Wednesday, June 29, 2011

Nabro Volcano, Eritrea

Shortly after midnight local time, on June 13, Nabro volcano in Eritrea began erupting after a series of earthquakes in the region.  Eritrea, for those unfamiliar with the name, is a country in the Horn of Africa bordered primarily by the Sudan to the northwest, Ethiopia to the southwest, and a long coastline with the Red Sea to the east.

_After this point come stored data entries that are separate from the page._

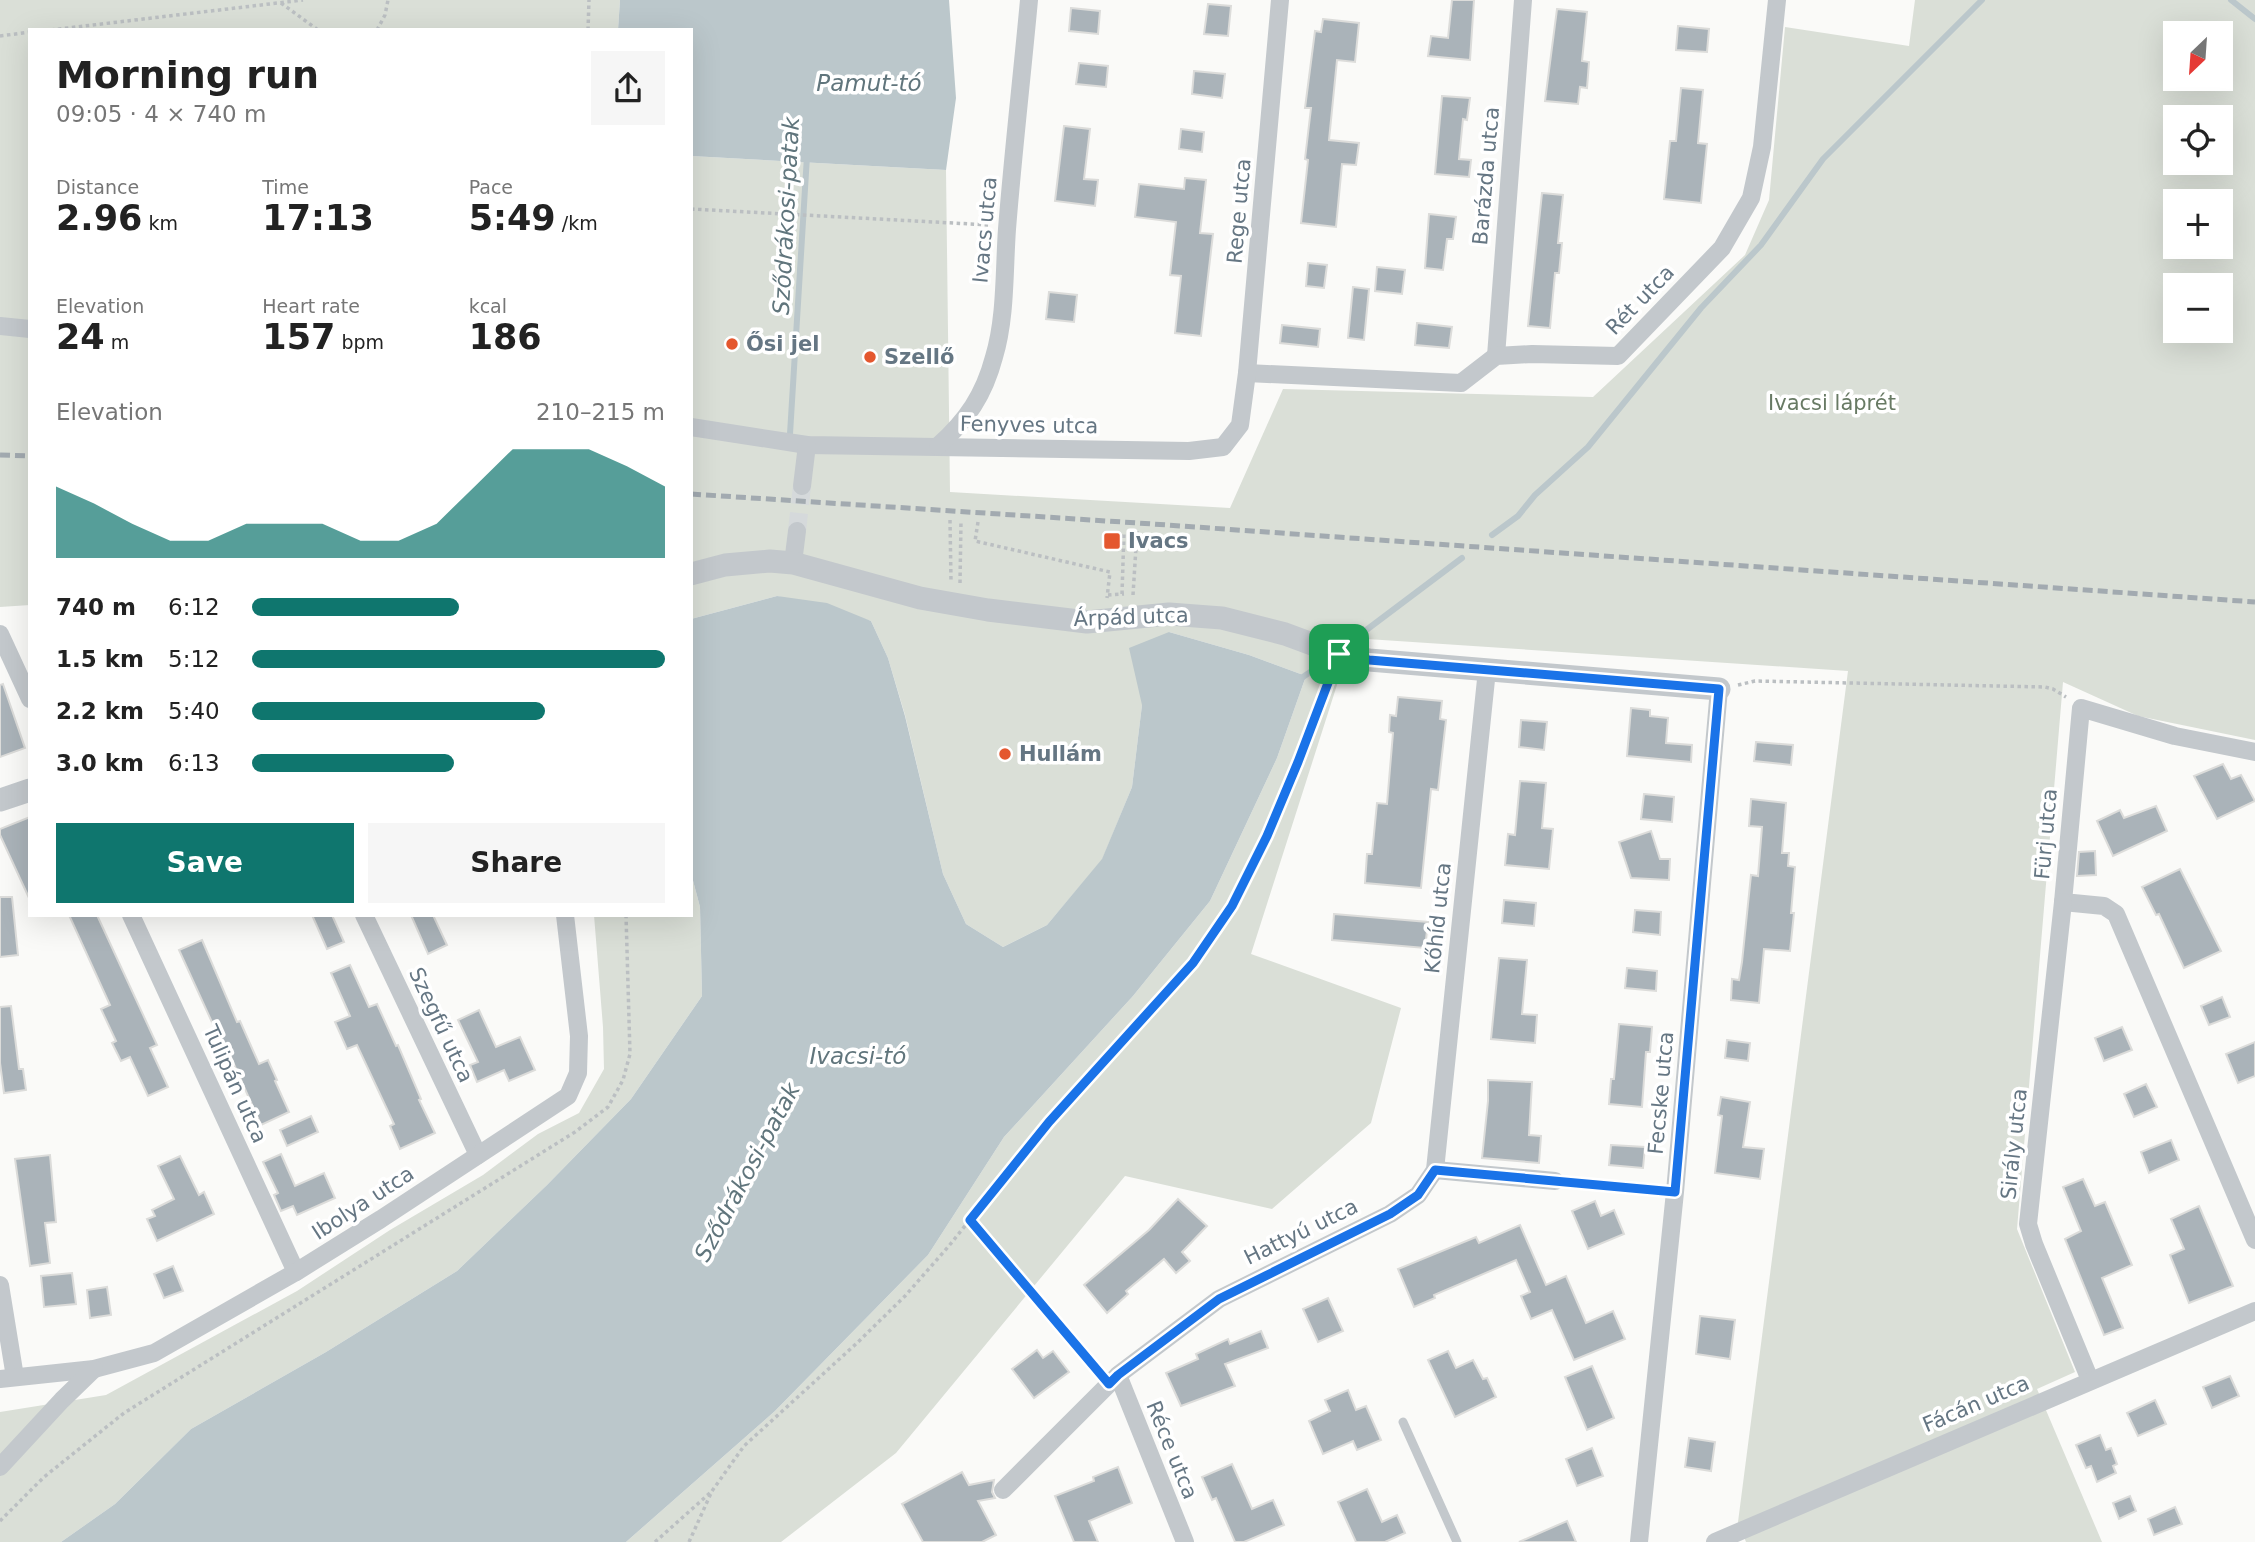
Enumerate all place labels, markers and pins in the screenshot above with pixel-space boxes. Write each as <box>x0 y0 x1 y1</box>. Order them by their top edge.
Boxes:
place label: Ősi jel <box>746 331 820 356</box>
marker: Ősi jel <box>724 336 740 352</box>
place label: Szellő <box>884 345 954 369</box>
marker: Szellő <box>862 349 878 365</box>
place label: Ivacs <box>1128 529 1189 553</box>
marker: Ivacs <box>1102 531 1122 551</box>
pin <box>1309 624 1369 684</box>
place label: Hullám <box>1019 742 1102 766</box>
marker: Hullám <box>997 746 1013 762</box>

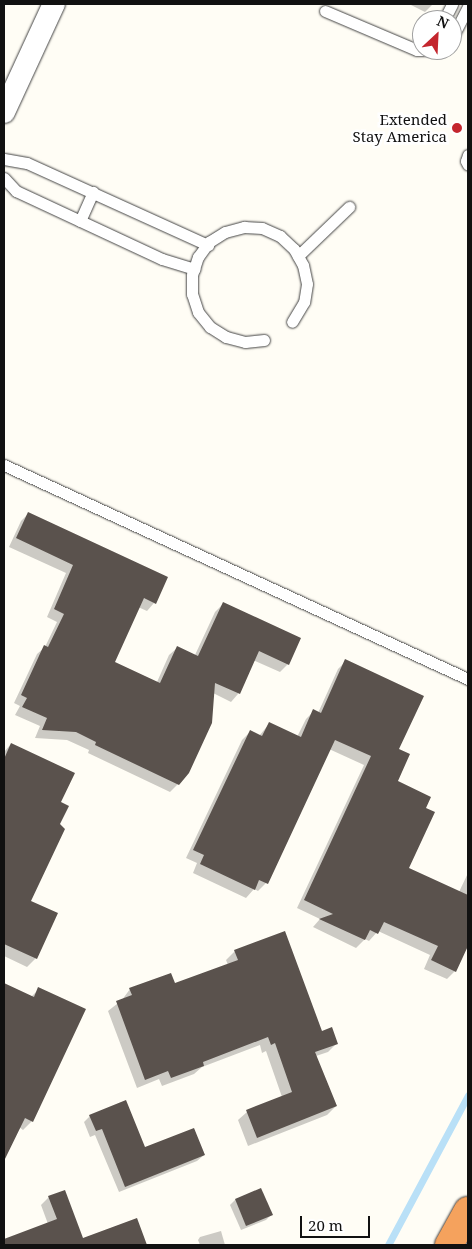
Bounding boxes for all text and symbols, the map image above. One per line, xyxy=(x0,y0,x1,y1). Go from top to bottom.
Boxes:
north arrow xyxy=(412,10,462,60)
text: N xyxy=(434,11,452,33)
place label: Extended Stay America xyxy=(353,110,447,145)
marker: Extended Stay America xyxy=(451,122,463,134)
scale bar xyxy=(302,1206,372,1238)
text: 20 m xyxy=(308,1215,343,1235)

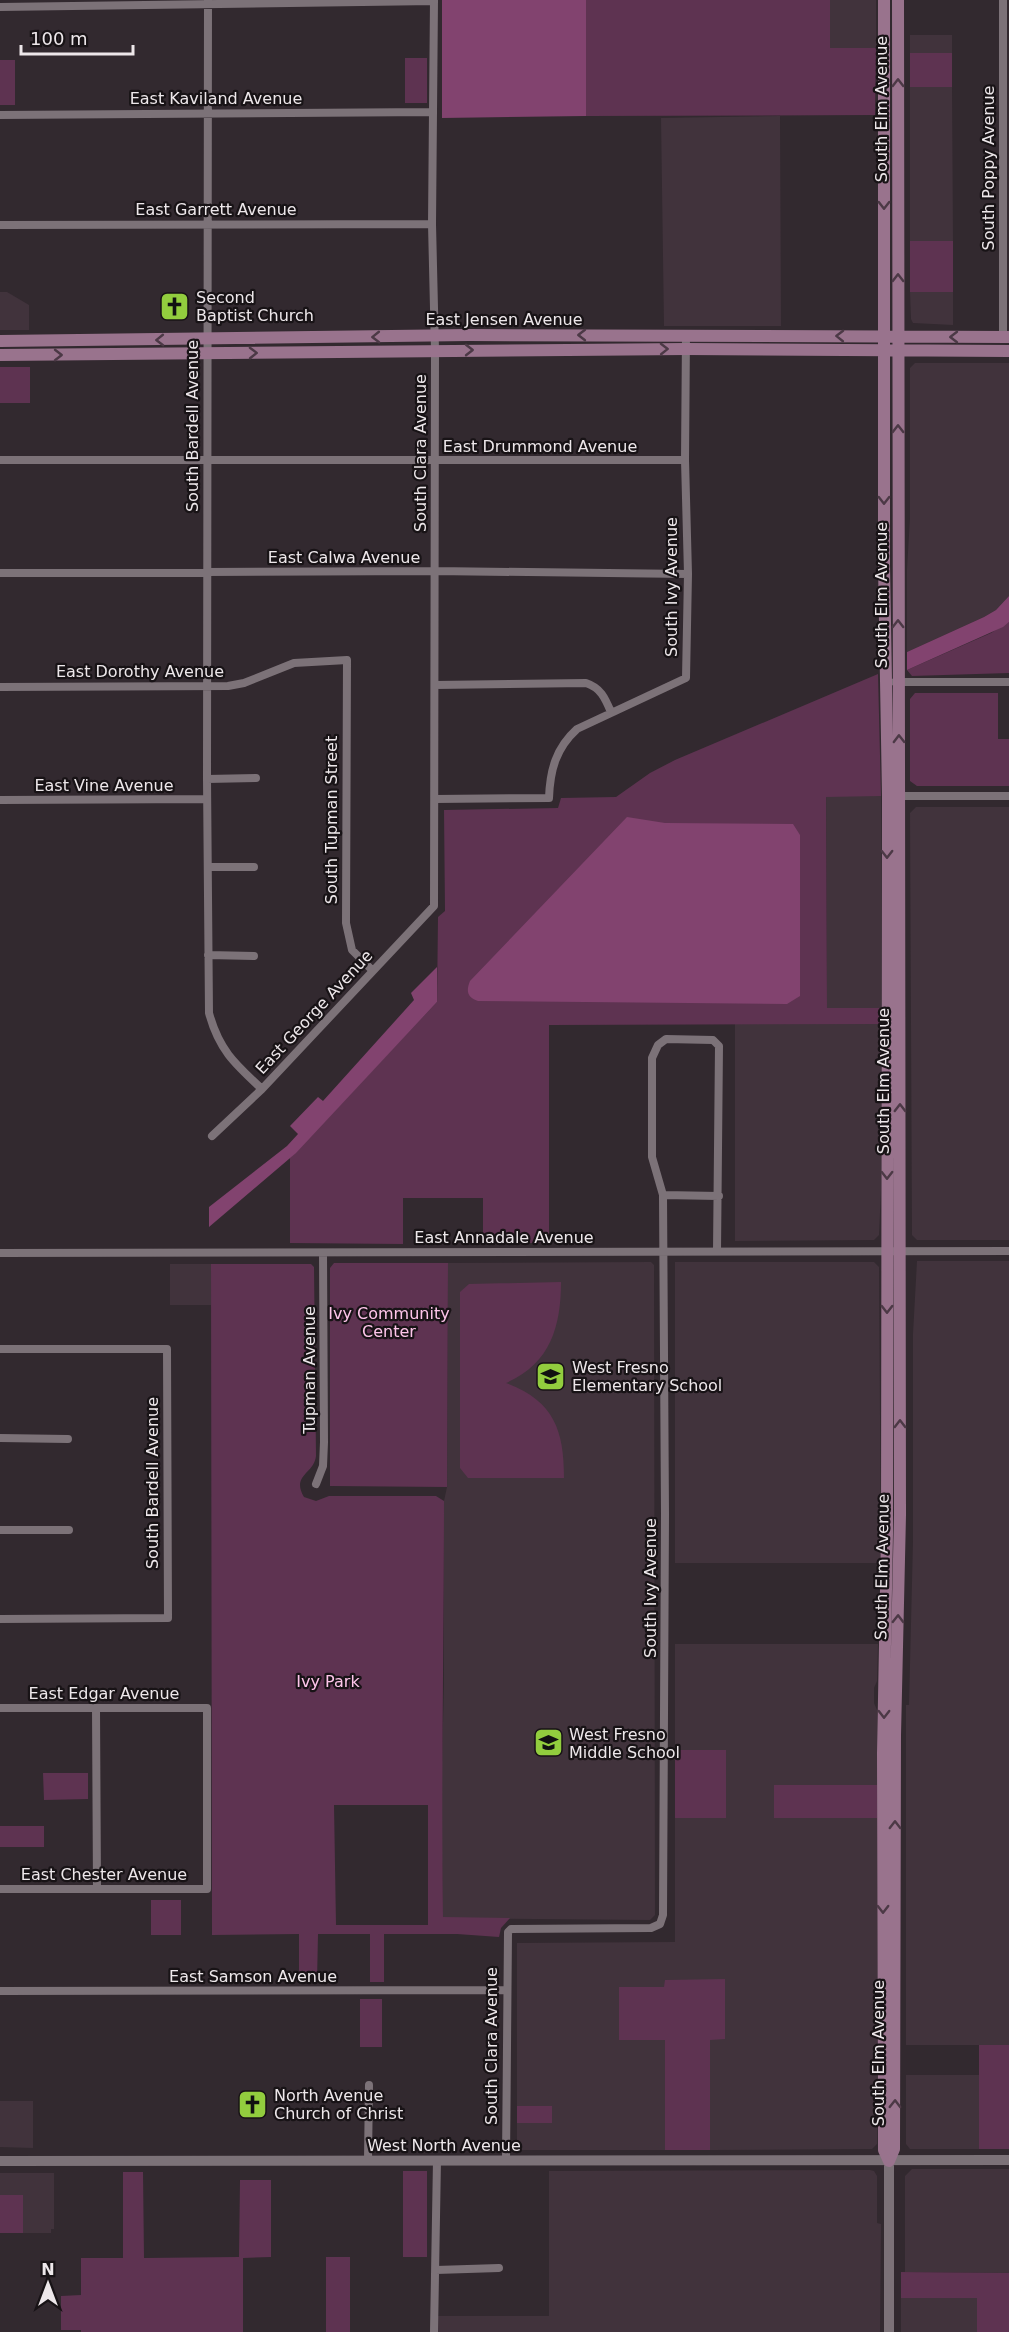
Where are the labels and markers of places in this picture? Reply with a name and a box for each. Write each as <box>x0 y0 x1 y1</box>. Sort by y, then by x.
place label: Second Baptist Church <box>196 288 314 325</box>
church icon: Second Baptist Church <box>159 290 191 322</box>
place label: West Fresno Elementary School <box>572 1358 722 1395</box>
school or university icon: West Fresno Elementary School <box>535 1360 567 1392</box>
place label: West Fresno Middle School <box>569 1725 680 1762</box>
school or university icon: West Fresno Middle School <box>532 1727 564 1759</box>
place label: North Avenue Church of Christ <box>274 2086 403 2123</box>
church icon: North Avenue Church of Christ <box>237 2088 269 2120</box>

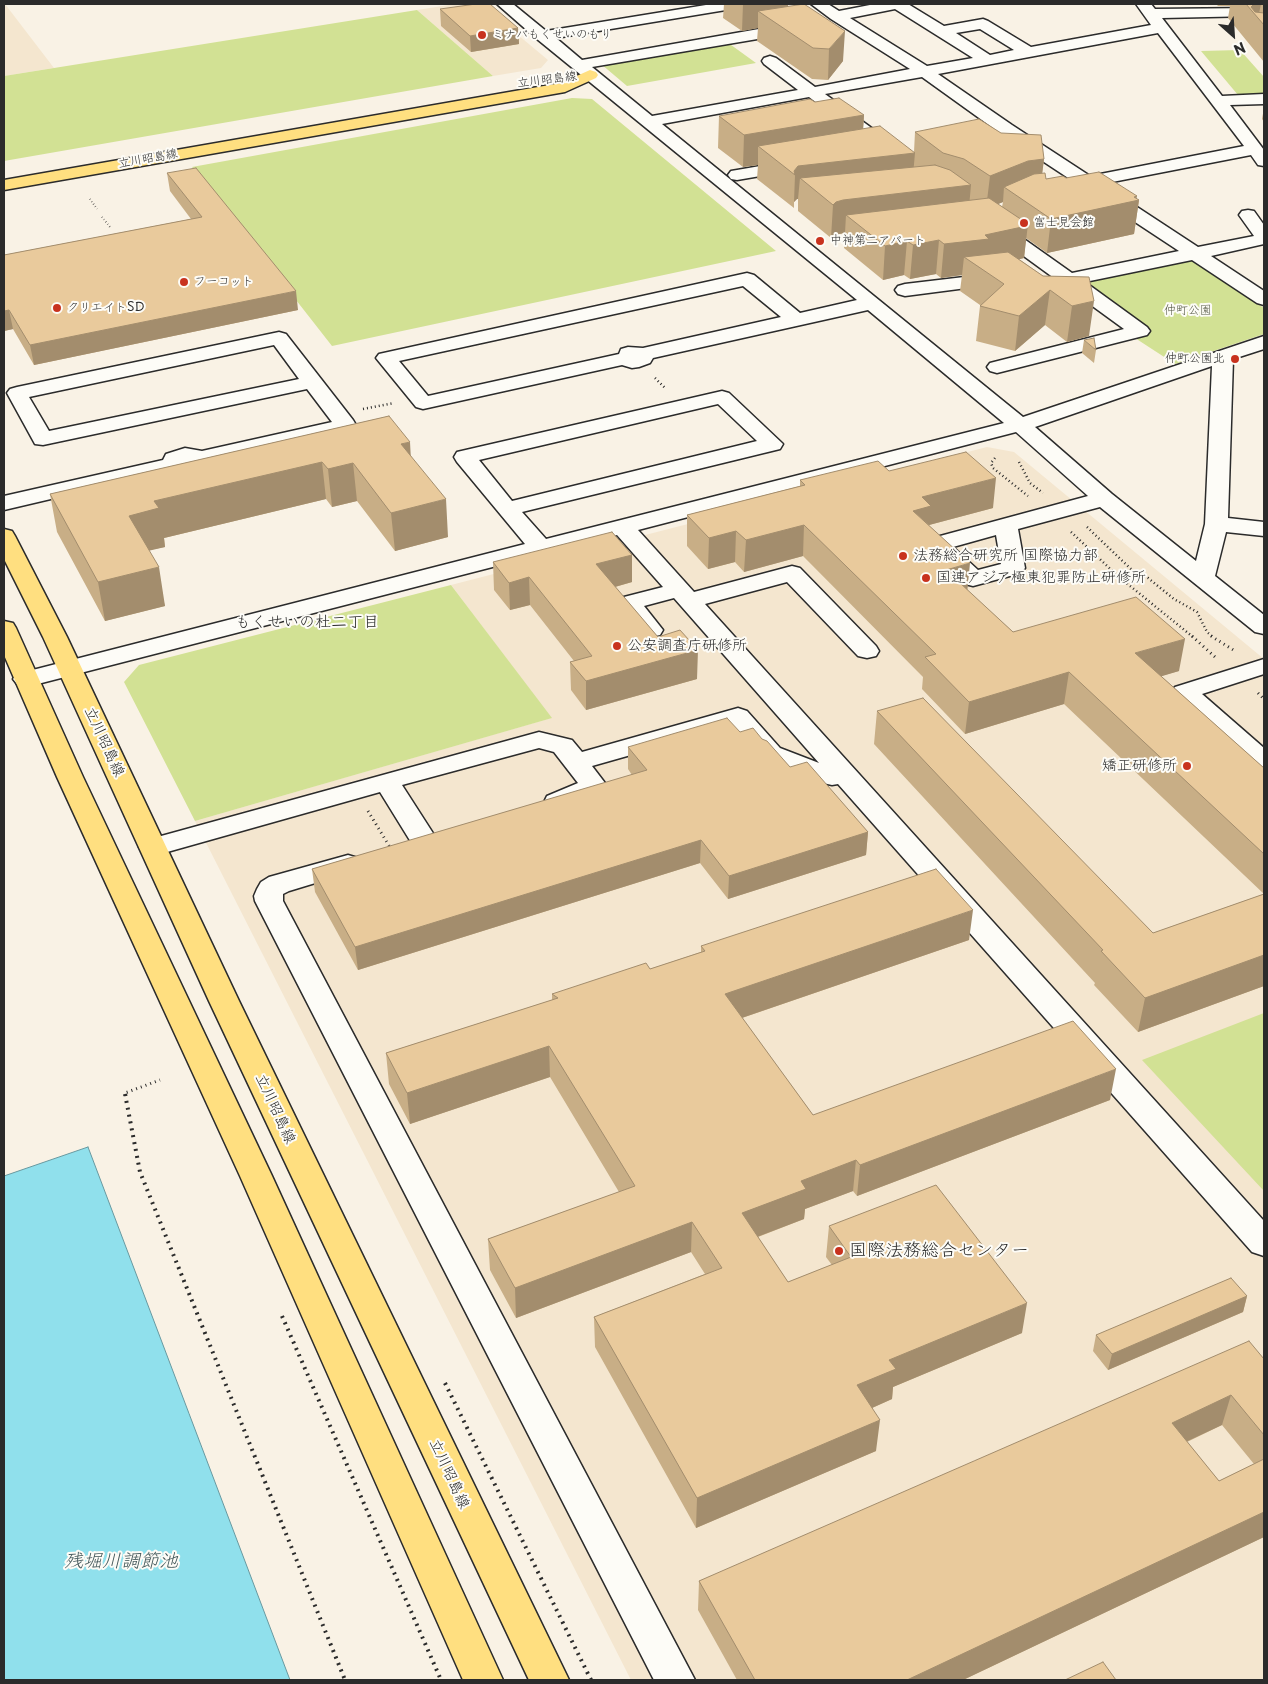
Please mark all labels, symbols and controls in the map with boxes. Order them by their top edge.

Nabro volcano is located next to the border with Ethiopia in the Danakil depression, shown on the map at right.  This area is also known as the Afar triangle.  It's basically the northern end of the East African Rift Valley which extends down through Ethiopia into Kenya and Tanzania (a western arm of the rift also runs down through Uganda and into Lake Tanganyika between Tanzania and the Democratic (hah) Republic of Congo.

The East African Rift system is where the Horn of Africa (Somalian subplate) is trying to pull apart from the rest of the African continent (Nubian subplate) due to tensile forces in the lithosphere.

These tensile forces lead to faulting which acts to accomodate stretching of the crust by the formation of deep rift valleys.  Periodic movement on these faults results in numerous regional earthquakes.  The thinner crust also leads to melting in the underlying mantle resulting in volcano formation in the rift valleys.

Red triangles on the map are volcanoes (Erta Ale is in Ethiopia near Nabro).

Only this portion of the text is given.